======== Task data
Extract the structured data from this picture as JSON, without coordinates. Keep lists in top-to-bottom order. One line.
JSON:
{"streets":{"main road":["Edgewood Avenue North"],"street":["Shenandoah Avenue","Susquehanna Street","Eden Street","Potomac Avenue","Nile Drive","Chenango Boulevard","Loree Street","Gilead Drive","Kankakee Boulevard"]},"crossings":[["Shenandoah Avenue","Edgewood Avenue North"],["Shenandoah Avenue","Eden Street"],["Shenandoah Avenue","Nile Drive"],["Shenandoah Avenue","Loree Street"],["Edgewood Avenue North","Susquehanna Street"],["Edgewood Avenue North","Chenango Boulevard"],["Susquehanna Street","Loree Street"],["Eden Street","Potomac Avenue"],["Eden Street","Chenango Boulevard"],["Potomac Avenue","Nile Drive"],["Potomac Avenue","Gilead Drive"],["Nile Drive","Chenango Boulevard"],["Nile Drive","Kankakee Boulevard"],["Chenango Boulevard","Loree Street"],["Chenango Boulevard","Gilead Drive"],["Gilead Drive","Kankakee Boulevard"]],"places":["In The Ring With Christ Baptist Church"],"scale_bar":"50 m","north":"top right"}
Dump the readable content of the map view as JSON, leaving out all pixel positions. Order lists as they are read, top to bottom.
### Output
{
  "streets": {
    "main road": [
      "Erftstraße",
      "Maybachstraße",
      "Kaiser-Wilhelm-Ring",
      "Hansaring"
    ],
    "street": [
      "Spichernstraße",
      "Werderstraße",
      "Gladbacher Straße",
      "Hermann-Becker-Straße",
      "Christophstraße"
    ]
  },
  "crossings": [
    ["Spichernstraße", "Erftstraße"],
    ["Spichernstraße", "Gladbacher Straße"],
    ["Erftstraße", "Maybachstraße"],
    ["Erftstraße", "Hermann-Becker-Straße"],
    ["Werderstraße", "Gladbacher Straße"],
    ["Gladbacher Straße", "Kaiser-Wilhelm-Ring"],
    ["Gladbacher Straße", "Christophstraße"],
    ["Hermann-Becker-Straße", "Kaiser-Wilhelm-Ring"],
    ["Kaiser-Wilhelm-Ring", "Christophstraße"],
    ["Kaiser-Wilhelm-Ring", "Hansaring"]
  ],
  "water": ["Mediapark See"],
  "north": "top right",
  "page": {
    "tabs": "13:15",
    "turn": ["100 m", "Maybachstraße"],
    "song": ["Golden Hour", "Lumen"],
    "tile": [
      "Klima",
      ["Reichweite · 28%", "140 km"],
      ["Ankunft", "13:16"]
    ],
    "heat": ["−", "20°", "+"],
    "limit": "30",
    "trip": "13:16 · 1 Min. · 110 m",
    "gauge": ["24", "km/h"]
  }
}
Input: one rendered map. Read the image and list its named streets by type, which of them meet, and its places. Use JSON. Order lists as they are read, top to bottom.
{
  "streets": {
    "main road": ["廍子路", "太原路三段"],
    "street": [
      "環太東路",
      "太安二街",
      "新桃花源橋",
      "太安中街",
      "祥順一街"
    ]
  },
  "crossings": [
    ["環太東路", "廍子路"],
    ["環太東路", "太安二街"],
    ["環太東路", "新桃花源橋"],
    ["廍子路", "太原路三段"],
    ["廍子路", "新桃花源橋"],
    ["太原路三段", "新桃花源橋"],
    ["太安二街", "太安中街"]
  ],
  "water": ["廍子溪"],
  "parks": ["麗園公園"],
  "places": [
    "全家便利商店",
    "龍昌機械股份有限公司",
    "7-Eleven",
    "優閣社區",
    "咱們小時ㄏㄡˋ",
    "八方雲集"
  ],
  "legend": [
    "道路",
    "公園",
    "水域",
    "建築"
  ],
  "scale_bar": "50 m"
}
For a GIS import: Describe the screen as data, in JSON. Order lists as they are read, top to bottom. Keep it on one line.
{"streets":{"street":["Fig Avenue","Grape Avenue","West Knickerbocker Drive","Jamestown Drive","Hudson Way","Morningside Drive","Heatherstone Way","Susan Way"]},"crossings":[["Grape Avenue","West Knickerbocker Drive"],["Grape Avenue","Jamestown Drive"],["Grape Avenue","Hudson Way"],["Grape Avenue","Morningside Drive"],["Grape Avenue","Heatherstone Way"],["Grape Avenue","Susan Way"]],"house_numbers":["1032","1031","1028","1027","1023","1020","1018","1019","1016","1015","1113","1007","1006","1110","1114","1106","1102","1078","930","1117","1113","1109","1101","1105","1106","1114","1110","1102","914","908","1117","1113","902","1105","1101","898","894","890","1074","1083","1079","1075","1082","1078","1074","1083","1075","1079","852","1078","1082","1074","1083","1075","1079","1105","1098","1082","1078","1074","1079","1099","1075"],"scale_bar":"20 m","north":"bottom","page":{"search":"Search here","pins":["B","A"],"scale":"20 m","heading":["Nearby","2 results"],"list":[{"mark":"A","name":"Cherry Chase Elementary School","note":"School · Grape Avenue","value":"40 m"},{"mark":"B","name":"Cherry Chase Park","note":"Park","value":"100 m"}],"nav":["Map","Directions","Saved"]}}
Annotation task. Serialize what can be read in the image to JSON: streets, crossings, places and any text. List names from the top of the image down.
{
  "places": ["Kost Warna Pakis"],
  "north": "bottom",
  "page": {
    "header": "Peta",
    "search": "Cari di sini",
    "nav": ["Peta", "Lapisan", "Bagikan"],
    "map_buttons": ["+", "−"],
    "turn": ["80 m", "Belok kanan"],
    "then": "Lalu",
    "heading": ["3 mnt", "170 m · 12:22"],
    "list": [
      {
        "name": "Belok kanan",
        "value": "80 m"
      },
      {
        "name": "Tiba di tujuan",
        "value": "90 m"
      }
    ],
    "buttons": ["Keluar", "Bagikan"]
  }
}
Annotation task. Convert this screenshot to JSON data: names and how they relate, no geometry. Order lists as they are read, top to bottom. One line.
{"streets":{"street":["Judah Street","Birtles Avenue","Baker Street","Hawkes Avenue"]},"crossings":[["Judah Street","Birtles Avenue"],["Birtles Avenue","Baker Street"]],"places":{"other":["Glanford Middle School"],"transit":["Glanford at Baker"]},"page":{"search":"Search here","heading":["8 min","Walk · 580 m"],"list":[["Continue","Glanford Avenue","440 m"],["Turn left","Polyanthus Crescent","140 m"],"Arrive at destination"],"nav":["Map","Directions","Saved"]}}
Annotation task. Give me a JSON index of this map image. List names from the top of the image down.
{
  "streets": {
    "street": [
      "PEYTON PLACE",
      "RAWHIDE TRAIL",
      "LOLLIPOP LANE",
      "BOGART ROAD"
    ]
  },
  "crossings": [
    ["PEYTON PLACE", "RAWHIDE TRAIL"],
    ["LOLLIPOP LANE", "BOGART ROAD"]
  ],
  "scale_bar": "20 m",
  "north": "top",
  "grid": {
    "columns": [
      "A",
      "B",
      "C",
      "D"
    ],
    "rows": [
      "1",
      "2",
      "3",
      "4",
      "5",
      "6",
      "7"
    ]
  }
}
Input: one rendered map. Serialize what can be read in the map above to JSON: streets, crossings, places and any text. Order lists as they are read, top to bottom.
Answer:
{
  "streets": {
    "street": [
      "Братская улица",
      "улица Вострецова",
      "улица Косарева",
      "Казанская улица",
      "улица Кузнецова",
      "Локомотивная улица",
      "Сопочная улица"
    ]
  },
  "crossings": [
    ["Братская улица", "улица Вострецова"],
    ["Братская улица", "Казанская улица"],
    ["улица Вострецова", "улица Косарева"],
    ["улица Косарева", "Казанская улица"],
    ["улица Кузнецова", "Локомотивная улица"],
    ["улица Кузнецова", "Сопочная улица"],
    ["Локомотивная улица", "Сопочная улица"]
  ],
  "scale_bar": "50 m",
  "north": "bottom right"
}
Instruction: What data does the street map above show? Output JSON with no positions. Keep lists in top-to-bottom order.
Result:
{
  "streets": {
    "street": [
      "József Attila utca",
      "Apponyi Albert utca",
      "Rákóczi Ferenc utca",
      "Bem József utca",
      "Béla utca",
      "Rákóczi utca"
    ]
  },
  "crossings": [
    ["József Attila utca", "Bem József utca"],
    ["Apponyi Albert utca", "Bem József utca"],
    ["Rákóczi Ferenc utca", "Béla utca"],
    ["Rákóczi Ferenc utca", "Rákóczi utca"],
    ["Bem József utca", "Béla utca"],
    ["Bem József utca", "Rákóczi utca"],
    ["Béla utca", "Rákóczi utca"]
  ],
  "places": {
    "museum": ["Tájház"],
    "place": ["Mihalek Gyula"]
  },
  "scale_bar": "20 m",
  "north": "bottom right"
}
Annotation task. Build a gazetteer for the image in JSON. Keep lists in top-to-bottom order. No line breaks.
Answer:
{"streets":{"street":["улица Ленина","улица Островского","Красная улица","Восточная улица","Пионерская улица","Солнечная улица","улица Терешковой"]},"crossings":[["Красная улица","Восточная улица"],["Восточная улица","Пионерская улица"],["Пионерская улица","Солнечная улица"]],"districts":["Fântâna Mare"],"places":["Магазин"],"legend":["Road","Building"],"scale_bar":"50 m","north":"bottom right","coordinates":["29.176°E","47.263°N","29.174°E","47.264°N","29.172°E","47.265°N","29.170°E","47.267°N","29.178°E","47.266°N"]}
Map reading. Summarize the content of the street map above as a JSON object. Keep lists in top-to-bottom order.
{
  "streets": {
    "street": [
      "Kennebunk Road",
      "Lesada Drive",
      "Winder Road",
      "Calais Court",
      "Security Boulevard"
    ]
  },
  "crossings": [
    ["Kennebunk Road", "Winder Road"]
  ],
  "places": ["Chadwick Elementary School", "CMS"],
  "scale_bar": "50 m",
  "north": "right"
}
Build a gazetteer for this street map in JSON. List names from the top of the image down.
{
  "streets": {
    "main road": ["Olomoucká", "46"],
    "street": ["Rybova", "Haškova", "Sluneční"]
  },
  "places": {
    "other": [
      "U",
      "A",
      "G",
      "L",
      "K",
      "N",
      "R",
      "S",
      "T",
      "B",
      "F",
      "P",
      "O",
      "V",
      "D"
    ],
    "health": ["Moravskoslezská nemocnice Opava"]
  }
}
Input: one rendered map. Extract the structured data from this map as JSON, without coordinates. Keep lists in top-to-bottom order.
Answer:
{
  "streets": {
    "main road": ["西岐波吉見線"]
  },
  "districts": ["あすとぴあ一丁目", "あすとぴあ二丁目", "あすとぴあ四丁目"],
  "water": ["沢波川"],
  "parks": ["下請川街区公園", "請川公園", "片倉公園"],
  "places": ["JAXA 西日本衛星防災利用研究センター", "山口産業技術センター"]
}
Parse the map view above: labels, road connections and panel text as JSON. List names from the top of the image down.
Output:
================
→ Task goal: Write out every line from the data above that includes "structured".

→ Result of this exercise:
Extract the structured data from this picture as JSON, without coordinates. Keep lists in top-to-bottom order. One line.
Input: one rendered map. Extract the structured data from this map as JSON, without coordinates. Keep lists in top-to-bottom order.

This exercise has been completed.